As water crashed over my face, I thought, “I can’t die on Good Friday — Amy will kill me!”
My life didn’t rush before my eyes, but a whole heck of a lot of water did. I was facing a very real risk of drowning. A boat wreck a few minutes before found me attached to a stuck fishing boat. I had a drag chain wrapped around my ankle. The current was water boarding me to death.
I was in serious trouble.
I had just finished Paul Lacoste’s Fit4Change Bootcamp and for the first time in my life had a very, very strong core. I literally sat up against the current and poked my head up out of the water. I took a breath and went back under, trying to undo the chain.
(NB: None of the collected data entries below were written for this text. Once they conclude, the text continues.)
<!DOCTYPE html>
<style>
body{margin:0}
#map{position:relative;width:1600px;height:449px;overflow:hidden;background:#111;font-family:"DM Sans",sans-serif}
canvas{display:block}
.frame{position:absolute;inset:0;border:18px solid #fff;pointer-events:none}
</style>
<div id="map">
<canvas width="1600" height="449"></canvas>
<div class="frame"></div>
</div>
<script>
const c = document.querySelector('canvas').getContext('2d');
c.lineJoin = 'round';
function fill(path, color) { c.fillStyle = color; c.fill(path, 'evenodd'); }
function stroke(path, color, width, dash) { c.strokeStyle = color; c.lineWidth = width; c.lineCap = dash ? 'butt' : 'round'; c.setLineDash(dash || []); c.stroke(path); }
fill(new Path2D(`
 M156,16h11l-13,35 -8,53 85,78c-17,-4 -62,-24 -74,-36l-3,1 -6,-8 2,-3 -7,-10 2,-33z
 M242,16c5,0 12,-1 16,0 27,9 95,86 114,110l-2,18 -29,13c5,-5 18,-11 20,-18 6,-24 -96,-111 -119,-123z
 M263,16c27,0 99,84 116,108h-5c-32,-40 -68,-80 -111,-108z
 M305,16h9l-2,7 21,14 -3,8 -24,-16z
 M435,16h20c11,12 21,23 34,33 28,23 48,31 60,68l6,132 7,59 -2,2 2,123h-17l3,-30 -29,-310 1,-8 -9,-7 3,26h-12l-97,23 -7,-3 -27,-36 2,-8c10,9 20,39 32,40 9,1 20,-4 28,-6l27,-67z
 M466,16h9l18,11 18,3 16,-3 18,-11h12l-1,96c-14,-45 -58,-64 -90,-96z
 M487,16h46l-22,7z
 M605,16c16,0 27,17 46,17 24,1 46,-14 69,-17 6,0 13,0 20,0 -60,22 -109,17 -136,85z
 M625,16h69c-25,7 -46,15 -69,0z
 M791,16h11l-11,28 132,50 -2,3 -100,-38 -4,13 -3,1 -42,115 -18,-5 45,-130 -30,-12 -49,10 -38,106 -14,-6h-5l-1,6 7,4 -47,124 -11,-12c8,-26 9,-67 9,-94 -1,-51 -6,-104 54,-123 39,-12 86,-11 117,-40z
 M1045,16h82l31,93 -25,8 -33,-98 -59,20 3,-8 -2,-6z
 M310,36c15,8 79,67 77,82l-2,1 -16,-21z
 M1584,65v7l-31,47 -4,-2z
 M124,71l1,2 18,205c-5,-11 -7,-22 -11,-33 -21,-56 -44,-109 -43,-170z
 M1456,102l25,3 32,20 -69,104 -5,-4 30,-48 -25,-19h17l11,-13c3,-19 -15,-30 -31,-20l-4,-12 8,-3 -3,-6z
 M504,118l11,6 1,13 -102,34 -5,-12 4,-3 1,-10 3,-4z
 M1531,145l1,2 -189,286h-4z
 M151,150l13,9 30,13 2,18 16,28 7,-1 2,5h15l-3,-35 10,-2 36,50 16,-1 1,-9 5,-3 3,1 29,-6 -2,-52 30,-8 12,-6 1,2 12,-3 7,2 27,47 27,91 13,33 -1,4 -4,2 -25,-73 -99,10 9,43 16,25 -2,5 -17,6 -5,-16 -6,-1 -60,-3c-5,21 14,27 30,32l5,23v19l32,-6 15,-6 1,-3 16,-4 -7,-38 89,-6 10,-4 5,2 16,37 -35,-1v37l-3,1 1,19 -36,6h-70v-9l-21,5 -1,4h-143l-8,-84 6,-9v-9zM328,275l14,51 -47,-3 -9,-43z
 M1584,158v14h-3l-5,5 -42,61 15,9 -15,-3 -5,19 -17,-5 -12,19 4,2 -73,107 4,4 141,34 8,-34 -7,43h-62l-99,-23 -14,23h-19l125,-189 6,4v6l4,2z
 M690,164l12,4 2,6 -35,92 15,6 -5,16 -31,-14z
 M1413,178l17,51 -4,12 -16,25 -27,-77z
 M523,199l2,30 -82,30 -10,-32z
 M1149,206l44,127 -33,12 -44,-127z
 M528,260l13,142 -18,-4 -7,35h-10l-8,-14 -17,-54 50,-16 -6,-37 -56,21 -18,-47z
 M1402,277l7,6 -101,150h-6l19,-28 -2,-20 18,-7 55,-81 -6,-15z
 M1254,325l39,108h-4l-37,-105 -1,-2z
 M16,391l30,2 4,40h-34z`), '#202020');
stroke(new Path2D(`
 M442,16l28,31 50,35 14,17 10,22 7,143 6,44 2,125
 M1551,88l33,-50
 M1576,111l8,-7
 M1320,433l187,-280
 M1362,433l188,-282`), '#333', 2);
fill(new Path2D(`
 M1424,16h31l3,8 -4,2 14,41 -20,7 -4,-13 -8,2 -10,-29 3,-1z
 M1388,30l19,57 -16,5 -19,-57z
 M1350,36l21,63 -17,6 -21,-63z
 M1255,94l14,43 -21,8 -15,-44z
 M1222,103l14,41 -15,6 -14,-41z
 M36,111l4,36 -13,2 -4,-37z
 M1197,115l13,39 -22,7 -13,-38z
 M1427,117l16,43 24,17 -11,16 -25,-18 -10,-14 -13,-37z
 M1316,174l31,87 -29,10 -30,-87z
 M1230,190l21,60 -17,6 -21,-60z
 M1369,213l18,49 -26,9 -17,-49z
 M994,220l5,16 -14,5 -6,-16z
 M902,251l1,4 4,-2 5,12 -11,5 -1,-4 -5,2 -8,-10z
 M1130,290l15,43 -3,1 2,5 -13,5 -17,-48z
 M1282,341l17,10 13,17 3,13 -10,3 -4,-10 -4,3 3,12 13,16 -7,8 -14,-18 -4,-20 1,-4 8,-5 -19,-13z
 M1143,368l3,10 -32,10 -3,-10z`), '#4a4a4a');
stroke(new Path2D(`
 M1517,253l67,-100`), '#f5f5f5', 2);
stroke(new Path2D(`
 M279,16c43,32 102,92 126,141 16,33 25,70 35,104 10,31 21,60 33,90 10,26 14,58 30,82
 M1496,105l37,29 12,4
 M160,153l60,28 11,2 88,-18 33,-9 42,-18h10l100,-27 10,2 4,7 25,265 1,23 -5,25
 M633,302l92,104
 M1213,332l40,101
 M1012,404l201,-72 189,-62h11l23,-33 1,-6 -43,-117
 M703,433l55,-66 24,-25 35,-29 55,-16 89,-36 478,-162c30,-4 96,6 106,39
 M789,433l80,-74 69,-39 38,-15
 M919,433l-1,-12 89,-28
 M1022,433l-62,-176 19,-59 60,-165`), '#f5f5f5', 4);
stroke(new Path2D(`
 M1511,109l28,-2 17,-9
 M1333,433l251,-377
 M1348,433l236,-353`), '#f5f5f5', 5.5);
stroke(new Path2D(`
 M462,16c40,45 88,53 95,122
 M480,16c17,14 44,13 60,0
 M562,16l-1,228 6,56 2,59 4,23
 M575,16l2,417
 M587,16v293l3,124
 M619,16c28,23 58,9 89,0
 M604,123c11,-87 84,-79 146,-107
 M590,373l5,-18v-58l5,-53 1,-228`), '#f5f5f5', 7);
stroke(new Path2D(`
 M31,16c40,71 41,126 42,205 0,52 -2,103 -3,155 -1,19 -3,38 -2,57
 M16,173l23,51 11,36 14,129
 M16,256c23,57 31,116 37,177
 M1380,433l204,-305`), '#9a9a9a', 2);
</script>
After the second try, I untied myself from the boat and shot down the river. I didn’t have a life vest on (Yes, I was an idiot) and shot toward another snag in the water. I took a breath of water and thought I was toast. But then I realized I was close to shore. I put my feet down, coughed the water out of my lungs and was safe.
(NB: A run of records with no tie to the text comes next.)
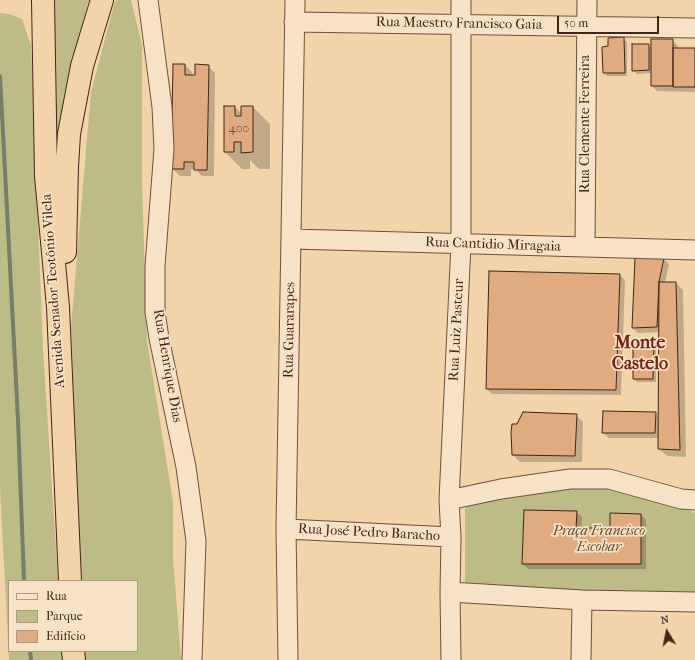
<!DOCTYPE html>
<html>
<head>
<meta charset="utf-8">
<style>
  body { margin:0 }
  #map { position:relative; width:695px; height:660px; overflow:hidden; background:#f1d4a9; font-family:"IM FELL French Canon",serif }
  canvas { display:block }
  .legend { position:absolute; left:8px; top:580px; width:130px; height:72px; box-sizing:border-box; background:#f6e3c7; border:1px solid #af9781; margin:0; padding:5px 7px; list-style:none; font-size:12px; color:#442417 }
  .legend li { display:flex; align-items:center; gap:8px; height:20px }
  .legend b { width:20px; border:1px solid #af9781 }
  .north { position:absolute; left:647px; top:612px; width:40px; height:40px; -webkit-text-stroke:3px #f6e3c7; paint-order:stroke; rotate:350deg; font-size:11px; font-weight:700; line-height:16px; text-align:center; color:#442417 }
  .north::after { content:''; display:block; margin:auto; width:14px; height:18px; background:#442417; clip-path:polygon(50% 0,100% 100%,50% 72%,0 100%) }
  .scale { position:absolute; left:557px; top:16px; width:102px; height:18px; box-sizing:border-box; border:2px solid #442417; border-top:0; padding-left:5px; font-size:12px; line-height:14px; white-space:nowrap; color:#442417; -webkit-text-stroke:3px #f6e3c7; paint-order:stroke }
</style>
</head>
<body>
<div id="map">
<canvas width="695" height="660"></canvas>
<ul class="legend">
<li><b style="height:5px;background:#f6e3c7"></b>Rua</li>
<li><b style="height:11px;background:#bdbc86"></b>Parque</li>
<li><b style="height:11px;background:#e1ab7f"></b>Edifício</li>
</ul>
<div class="north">N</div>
<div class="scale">50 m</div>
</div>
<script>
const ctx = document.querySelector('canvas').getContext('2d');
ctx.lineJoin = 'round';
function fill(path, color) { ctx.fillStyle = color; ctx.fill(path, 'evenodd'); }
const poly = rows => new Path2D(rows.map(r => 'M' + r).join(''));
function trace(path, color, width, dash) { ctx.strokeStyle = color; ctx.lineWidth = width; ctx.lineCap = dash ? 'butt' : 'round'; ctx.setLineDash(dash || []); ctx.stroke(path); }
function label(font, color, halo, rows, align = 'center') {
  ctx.font = font + ' "IM FELL French Canon",serif'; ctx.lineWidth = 3.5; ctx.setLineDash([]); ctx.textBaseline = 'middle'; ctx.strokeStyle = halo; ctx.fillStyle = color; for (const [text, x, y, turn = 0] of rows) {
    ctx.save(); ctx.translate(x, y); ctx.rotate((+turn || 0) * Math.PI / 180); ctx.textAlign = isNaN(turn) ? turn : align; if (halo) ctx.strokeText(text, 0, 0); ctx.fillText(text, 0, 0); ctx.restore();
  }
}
fill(poly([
  [49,0,89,0,72,61,55,154],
  [118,0,131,0,142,45,142,182,147,341,173,502,173,558,181,660,83,660,82,651,137,651,137,581,80,581,71,328,91,92,115,1],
  [0,13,9,14,22,19,31,45,43,349,58,581,9,581,9,651,62,651,63,660,9,660,0,487],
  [570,487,609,487,680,506,695,513,695,594,465,589,465,506,478,499]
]), '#bdbc86');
fill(poly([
  [623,38,627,42,627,76,607,76,604,73,609,47],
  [672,40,678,46,678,49,695,49,695,92,657,91,652,86,652,73,637,74,633,70,648,45,652,49],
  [185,65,192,72,192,76,196,76,208,66,215,73,214,176,202,176,195,169,191,169,191,176,180,176,173,169],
  [235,107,242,114,253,107,270,124,270,169,259,169,250,160,250,169,242,169,225,152],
  [664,259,669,264,665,283,676,283,683,290,686,457,667,456,659,449,660,438,609,438,603,433,655,413,660,418,660,332,638,333,633,328],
  [490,272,620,275,625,280,621,395,492,394,487,389],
  [653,343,656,346,656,382,637,382,634,379],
  [576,415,583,422,582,462,520,462,513,455,517,425],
  [576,512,582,517,581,529,611,529,641,515,646,520,646,569,528,569,523,564]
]), '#0003');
trace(poly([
  [0,76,18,420,24,581],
  [30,651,31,660]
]), '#787d6c', 4);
const building = poly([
  [624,37,625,73,603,73,602,47,608,46,608,38,624,37],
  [651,39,673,39,673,86,651,86,651,39],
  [632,44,649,44,649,70,632,71,632,44],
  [673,48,695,48,695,87,673,87,673,48],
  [173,64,185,64,185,75,195,75,195,64,209,65,207,170,194,170,194,162,184,162,184,169,171,169,173,64],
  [224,106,235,106,235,116,241,116,241,106,253,106,253,152,241,153,241,142,234,142,234,152,224,152,224,106],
  [635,258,664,258,659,282,657,327,632,328,635,258],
  [489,271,620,274,616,390,486,389,489,271],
  [659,282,676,282,680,450,658,449,659,282],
  [633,342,654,342,653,379,633,379,633,342],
  [603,411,656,412,655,433,602,433,603,411],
  [523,412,577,414,575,456,512,455,511,432,512,424,517,424,523,412],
  [524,510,577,511,576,528,610,528,610,513,641,514,641,564,522,564,524,510]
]);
fill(building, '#e1ab7f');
trace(building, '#442417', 1);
const minor = poly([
  [148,0,162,107,164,149,155,266,155,312,159,338,186,467,196,541,192,660],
  [294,22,695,28],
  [292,239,695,250],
  [585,247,587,0],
  [449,500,501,489,570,479,609,479,681,499,695,500],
  [286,529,451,537],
  [450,592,582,600,695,602],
  [288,660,286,529,295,0],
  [451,660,450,592,451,537,449,500,461,244,461,0],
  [581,660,582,600]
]);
const highway = poly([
  [43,0,46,176,58,307,70,581],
  [65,252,67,167,69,134,82,66,102,0],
  [73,651,74,660]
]);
trace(minor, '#6f503c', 21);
trace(highway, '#442417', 24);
trace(minor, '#f6e3c7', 19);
trace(highway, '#f1d4a9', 22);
label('12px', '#6b4631', null, [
  ["400",239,129]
]);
label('14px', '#442417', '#f6e3c7', [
  ["Rua Maestro Francisco Gaia",459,24,1],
  ["Rua Clemente Ferreira",586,124,-90],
  ["Rua Cantidio Miragaia",493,245,2],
  ["Avenida Senador Teotônio Vilela",54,291,-94],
  ["Rua Guararapes",290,330,-89],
  ["Rua Luiz Pasteur",457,330,-87],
  ["Rua Henrique Dias",167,366,80],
  ["Rua José Pedro Baracho",369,533,3]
]);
label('italic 14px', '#624a33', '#f6e3c7', [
  ["Praça Francisco",599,532],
  ["Escobar",599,548]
]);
label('bold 18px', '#7a1f14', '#f6e3c7', [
  ["Monte",640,344],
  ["Castelo",640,365]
]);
</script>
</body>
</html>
I thought about that chain this morning. First of all, it nearly snapped my ankle off. And it nearly caused me to drown. But metaphorically, it represents something that bedevils us all. That chain is fear. It keeps us tied down and threatens our very existence. It took great strength to break loose from it. That strength wasn’t something I got overnight — it took weeks of training.
Faith is like that to me.
I don’t talk about my faith often. I’m a pray in the closet kind of guy. But Good Friday is a powerful day to me. It’s a day when fear nearly won. Thankfully, like my ill-fated boating trip, there was a happy ending.
Have a glorious Easter weekend. And may your faith always break the chains of fear.